Max Planck Institute for Intelligent Systems
72076 Tübingen, Germany
Phone: +49 (0)7071 601 551
The problems studied in the Schölkopf department at the MPI can be subsumed under the heading of empirical inference, i.e., inference performed on the basis of empirical data. This includes statistical learning, but also the inference of causal structures from statistical data, leading to models that provide insight into the underlying mechanisms, and make predictions about the effect of interventions. Likewise, the type of empirical data can vary, ranging from biological measurements (e.g., in neuroscience) to astronomical observations. We are conducting theoretical, algorithmic, and experimental studies to try and understand the problem of empirical inference.

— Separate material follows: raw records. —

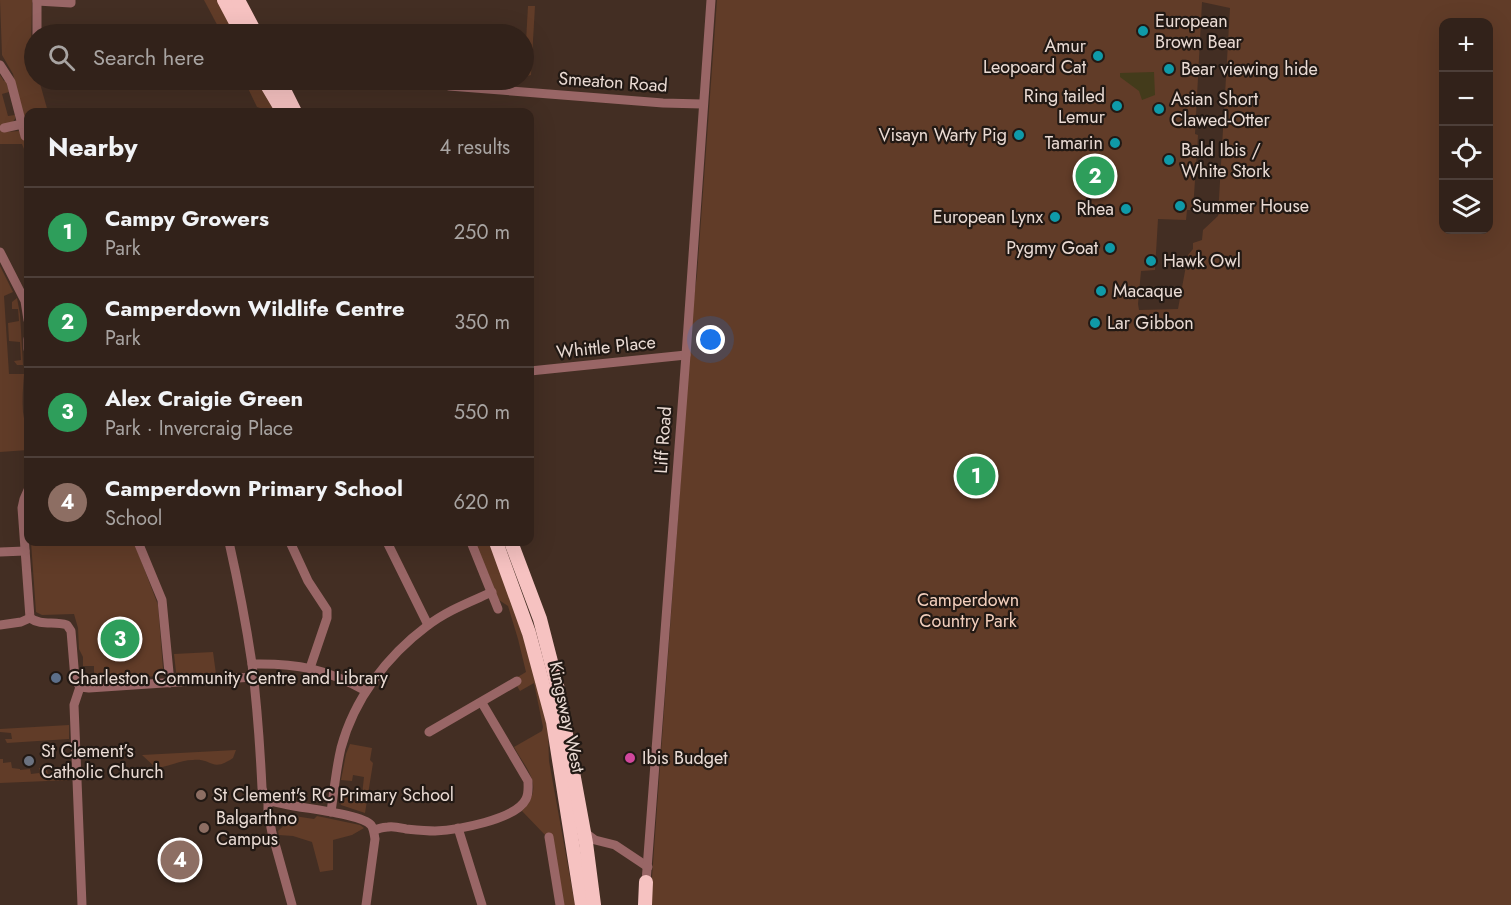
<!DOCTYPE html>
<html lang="en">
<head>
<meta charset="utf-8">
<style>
	:root { --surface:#32221a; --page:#3d2f27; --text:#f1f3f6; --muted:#a8a4a2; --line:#4d3f39; --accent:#8bbbb9 }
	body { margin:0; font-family:Jost,sans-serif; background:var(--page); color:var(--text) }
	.controls { position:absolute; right:18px; top:18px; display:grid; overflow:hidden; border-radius:12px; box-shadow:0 6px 24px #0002 }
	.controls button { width:54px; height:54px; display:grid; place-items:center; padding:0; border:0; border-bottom:2px solid var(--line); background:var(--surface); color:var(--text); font:30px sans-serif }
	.you { position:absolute; left:711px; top:340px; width:21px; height:21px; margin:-15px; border:4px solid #fff; border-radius:50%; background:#1a73e8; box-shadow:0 0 0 9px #1a73e833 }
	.badge { display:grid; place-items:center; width:39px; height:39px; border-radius:50%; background:var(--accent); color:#fff; font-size:20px; font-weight:700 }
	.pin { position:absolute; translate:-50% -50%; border:3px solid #fff; box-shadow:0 2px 6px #0006 }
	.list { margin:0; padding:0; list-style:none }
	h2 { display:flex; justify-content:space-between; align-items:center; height:78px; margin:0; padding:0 24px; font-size:26px }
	h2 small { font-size:20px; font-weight:400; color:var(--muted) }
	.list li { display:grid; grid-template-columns:39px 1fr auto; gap:18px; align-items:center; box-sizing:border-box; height:90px; padding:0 24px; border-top:2px solid var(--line) }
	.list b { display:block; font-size:22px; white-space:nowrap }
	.list p { margin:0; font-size:20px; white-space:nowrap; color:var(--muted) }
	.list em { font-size:20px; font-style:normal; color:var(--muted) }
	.icon { flex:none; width:33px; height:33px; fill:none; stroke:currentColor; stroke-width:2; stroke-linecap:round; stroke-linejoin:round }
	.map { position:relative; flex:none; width:1511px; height:905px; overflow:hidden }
	.search { position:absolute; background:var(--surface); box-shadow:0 6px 24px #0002; left:24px; top:24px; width:510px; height:66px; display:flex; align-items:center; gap:15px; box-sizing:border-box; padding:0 21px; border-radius:33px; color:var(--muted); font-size:22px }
	.panel { position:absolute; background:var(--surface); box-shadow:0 6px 24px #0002; left:24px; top:108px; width:510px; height:438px; border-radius:12px }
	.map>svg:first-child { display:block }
</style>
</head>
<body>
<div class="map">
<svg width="1511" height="905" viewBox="0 0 1511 905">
	<rect width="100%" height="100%" fill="#432e23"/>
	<!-- green -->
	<g fill="#613c28" fill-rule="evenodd">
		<path d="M0 0H32L31 47 34 61V80H39L48 112H28V136L13 74 2 55Z"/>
		<path d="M204 0H219L237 34H222Z"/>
		<path d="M717 0H1511V905H650L683 449 686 355 697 275ZM1202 2 1230 8 1218 216 1203 230 1202 240 1193 243V249L1188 255 1178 309 1139 310 1138 304 1141 271 1155 270 1158 219 1186 220 1187 210H1193L1198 135 1195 134ZM1444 22H1488V230H1444Z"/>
		<path d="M528 6H535L531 75 524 77Z"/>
		<path d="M0 75 4 81 6 80 9 92 2 94 8 116 15 115V119L5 132 19 131 22 137 28 136V159L22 144H0Z"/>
		<path d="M244 80H260L277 112H266V110L257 107Z"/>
		<path d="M0 266 13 292 4 296 9 374H24C23 387 22 399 23 412 25 427 29 434 28 450L0 452Z"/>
		<path d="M17 298 20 314 23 365H17L14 361 21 360 20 342 9 341 8 323 19 321 18 309H12V302Z"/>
		<path d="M31 542H134L158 605 163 669 159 676 94 680V666H83V657L79 649 78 628 74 614 42 615 36 612Z"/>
		<path d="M475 542H490L503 572 537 682 548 730 549 761 575 905H563L546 836 522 811C545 786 528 772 514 747L542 731 543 727 534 683 520 691 517 686 519 684 516 678 526 672 518 639 508 606 499 600Z"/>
		<path d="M213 652 216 674 207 673 193 674 183 676 178 675 176 672 174 654Z"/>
		<path d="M69 725V739L7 743 5 739H12L11 733 0 732V729Z"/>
		<path d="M350 744 372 748 370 760 373 763 365 813 341 805 339 800 341 786 348 787 347 793 362 795 364 777 353 775 352 781 341 780 346 754Z"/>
		<path d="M236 750 233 758C211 773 213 758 193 760 180 760 169 767 156 768L142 755Z"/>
		<path d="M0 759H3V763L11 762 12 768 20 769V770L30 769 31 774 39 773V768H44V770H47L48 774 53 773 52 769H55L56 771 71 770V780L0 783Z"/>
		<path d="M294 816 314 819 317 816 360 825 364 828 352 835 333 840V870L320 872 312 842 293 836 279 835 278 831Z"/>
	</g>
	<!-- sand -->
	<path fill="#433b1b" d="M1154 72 1155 95 1142 100 1139 91 1120 77V73Z"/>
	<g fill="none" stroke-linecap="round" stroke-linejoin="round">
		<!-- minor -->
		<g stroke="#966" stroke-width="9">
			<path d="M37 1 71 3V0"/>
			<path d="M37 34V0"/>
			<path d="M0 65 11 82 25 136"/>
			<path d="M449 86 663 103 702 104"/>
			<path d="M4 128 22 124"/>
			<path d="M0 252 25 301 28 320"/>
			<path d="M28 339V349"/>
			<path d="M530 371 686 355"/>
			<path d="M28 490 24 499 22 508 30 618"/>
			<path d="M138 542 162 600 170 683"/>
			<path d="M229 542C238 582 246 623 252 664 257 705 260 746 262 788L264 795 268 800"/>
			<path d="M290 542 308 581 327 610V618L310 668"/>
			<path d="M387 542 428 625"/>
			<path d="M471 542 498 609"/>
			<path d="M0 552 25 551"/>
			<path d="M30 618C41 626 54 621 67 625L71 631 75 679 80 687 74 705 82 905"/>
			<path d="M0 625 21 622 30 618"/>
			<path d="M252 664C298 663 326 669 366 691"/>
			<path d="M80 687 89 688 253 677"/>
			<path d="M429 732 517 681"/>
			<path d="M268 800C288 808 360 812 371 825 374 829 374 834 375 839L366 905"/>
			<path d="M268 800V812L272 833 292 905"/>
			<path d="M331 812C334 791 336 769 341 748 354 699 387 656 427 626 446 611 470 602 492 592"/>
			<path d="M458 828 482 905"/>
			<path d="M374 830C378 829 383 827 388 827 394 826 401 828 406 829 416 830 425 831 435 831 456 830 516 820 526 799 529 793 528 787 528 781L482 703"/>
			<path d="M583 831 595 840 615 845 648 867"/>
			<path d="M549 837 560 905"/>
			<path d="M646 882 686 355 711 0"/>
		</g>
		<!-- highway -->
		<g stroke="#f6c2c1" stroke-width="14">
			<path d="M224 0 242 34"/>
			<path d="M238 0 256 34"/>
			<path d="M264 80 283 112"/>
			<path d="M279 80 295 112"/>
			<path d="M496 542 529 633 553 722 582 905"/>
			<path d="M511 542 540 619 557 685 586 843 594 905"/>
			<path d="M645 905 646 882"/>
		</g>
	</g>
	<!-- markers -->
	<g fill="#0f9aa8" stroke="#221914" stroke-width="2">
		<circle cx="1143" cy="31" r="6"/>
		<circle cx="1098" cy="56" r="6"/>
		<circle cx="1169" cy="69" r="6"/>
		<circle cx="1117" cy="106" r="6"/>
		<circle cx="1159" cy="109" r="6"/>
		<circle cx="1019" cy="135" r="6"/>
		<circle cx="1115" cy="143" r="6"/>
		<circle cx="1169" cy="160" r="6"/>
		<circle cx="1180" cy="206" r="6"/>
		<circle cx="1126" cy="209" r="6"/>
		<circle cx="1055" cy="217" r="6"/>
		<circle cx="1110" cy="248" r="6"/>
		<circle cx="1151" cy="261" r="6"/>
		<circle cx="1101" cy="291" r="6"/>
		<circle cx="1095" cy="323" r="6"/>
	</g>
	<circle fill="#5c6f8a" stroke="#221914" stroke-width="2" cx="56" cy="678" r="6"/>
	<circle fill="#d1479c" stroke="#221914" stroke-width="2" cx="630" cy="758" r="6"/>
	<circle fill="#6b7280" stroke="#221914" stroke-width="2" cx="29" cy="761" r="6"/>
	<g fill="#8d6e63" stroke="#221914" stroke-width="2">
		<circle cx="201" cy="795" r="6"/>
		<circle cx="204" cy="828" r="6"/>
	</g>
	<g text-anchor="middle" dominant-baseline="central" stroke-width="4.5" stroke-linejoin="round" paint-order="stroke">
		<!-- poi labels -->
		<g font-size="18" fill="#eadbd4" stroke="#221914" text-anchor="start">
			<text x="1155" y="21">European<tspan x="1155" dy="21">Brown Bear</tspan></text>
			<text x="1086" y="46" text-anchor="end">Amur<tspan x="1086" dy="21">Leopoard Cat</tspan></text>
			<text x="1181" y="69">Bear viewing hide</text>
			<text x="1105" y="96" text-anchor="end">Ring tailed<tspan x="1105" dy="21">Lemur</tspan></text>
			<text x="1171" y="99">Asian Short<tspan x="1171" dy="21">Clawed-Otter</tspan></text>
			<text x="1007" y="135" text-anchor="end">Visayn Warty Pig</text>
			<text x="1103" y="143" text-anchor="end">Tamarin</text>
			<text x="1181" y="150">Bald Ibis /<tspan x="1181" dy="21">White Stork</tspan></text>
			<text x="1192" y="206">Summer House</text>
			<text x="1114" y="209" text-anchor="end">Rhea</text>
			<text x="1043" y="217" text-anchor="end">European Lynx</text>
			<text x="1098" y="248" text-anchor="end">Pygmy Goat</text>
			<text x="1163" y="261">Hawk Owl</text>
			<text x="1113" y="291">Macaque</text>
			<text x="1107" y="323">Lar Gibbon</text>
			<text x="68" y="678">Charleston Community Centre and Library</text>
			<text x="41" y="751">St Clement’s<tspan x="41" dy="21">Catholic Church</tspan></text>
			<text x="642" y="758">Ibis Budget</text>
			<text x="213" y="795">St Clement's RC Primary School</text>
			<text x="216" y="818">Balgarthno<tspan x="216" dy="21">Campus</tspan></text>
		</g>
		<!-- street labels -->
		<g font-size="18" fill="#eadbd4" stroke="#221914">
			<text transform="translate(613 82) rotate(4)">Smeaton Road</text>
			<text transform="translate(606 347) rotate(-6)">Whittle Place</text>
			<text transform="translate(663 440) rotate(-86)">Liff Road</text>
			<text transform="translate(567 717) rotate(78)">Kingsway West</text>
		</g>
		<!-- park labels -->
		<g font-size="18" fill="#f3cfbd" stroke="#221914">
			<text x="968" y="600">Camperdown<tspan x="968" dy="21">Country Park</tspan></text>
		</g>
	</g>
</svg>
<div class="controls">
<button>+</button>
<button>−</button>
<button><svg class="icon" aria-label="locate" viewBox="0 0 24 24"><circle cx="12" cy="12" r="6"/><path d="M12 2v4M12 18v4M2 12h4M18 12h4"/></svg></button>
<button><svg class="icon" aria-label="layers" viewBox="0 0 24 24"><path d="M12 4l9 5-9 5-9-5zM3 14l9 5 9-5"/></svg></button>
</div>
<div class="you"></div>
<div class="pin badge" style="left:976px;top:476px;background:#2e9e5b">1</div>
<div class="pin badge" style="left:1095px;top:176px;background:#2e9e5b">2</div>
<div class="pin badge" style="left:120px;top:639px;background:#2e9e5b">3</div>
<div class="pin badge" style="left:180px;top:860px;background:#8d6e63">4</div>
<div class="search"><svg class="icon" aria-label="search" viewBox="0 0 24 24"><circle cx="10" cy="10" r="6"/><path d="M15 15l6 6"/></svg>Search here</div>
<section class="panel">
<h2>Nearby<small>4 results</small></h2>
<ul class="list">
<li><span class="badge" style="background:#2e9e5b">1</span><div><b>Campy Growers</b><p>Park</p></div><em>250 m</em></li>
<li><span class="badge" style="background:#2e9e5b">2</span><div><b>Camperdown Wildlife Centre</b><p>Park</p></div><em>350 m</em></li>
<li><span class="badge" style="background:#2e9e5b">3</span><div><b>Alex Craigie Green</b><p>Park · Invercraig Place</p></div><em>550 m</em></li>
<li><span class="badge" style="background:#8d6e63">4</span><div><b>Camperdown Primary School</b><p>School</p></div><em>620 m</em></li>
</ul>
</section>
</div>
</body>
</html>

The department was started around statistical learning theory and kernel methods. It has since broadened its set of inference tools to include a stronger component of Bayesian methods, including graphical models with a recent focus on issues of causality. In terms of the inference tasks being studied, we have moved towards tasks that go beyond the relatively well-studied problem of supervised learning, such as semi-supervised learning or transfer learning. Finally, we have continuously striven to analyze challenging datasets from biology, astronomy, and other domains, leading to the inclusion of several application areas in our portfolio. No matter whether the applications are done in the department or in collaboration with external partners, considering a whole range of applications helps us study principles and methods of inference, rather than inference applied to one specific problem domain.